» **Data**
===============
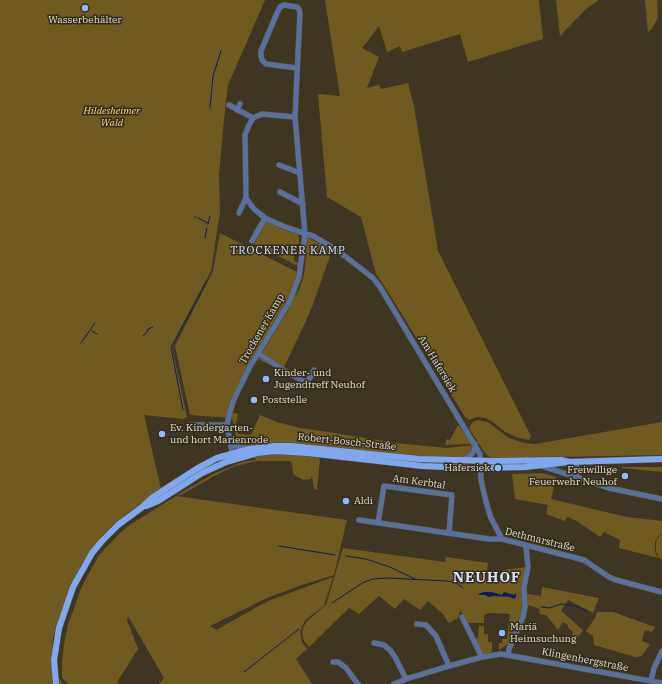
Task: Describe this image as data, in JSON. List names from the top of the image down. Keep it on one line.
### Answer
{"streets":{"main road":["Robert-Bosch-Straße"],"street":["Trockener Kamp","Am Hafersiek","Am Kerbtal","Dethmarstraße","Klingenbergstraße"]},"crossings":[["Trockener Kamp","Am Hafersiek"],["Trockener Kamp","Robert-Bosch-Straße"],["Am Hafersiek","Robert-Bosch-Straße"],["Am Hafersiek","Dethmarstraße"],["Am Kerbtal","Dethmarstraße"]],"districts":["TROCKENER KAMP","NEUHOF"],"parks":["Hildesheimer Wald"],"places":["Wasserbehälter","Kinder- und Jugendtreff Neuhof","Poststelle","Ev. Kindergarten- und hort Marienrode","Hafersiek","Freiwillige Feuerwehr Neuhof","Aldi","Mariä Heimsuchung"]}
===============
» **Work request**
Leaving the pictures out, output each line of the listing exactly.

» **Solution for this exercise**
Task: Describe this image as data, in JSON. List names from the top of the image down. Keep it on one line.
### Answer
{"streets":{"main road":["Robert-Bosch-Straße"],"street":["Trockener Kamp","Am Hafersiek","Am Kerbtal","Dethmarstraße","Klingenbergstraße"]},"crossings":[["Trockener Kamp","Am Hafersiek"],["Trockener Kamp","Robert-Bosch-Straße"],["Am Hafersiek","Robert-Bosch-Straße"],["Am Hafersiek","Dethmarstraße"],["Am Kerbtal","Dethmarstraße"]],"districts":["TROCKENER KAMP","NEUHOF"],"parks":["Hildesheimer Wald"],"places":["Wasserbehälter","Kinder- und Jugendtreff Neuhof","Poststelle","Ev. Kindergarten- und hort Marienrode","Hafersiek","Freiwillige Feuerwehr Neuhof","Aldi","Mariä Heimsuchung"]}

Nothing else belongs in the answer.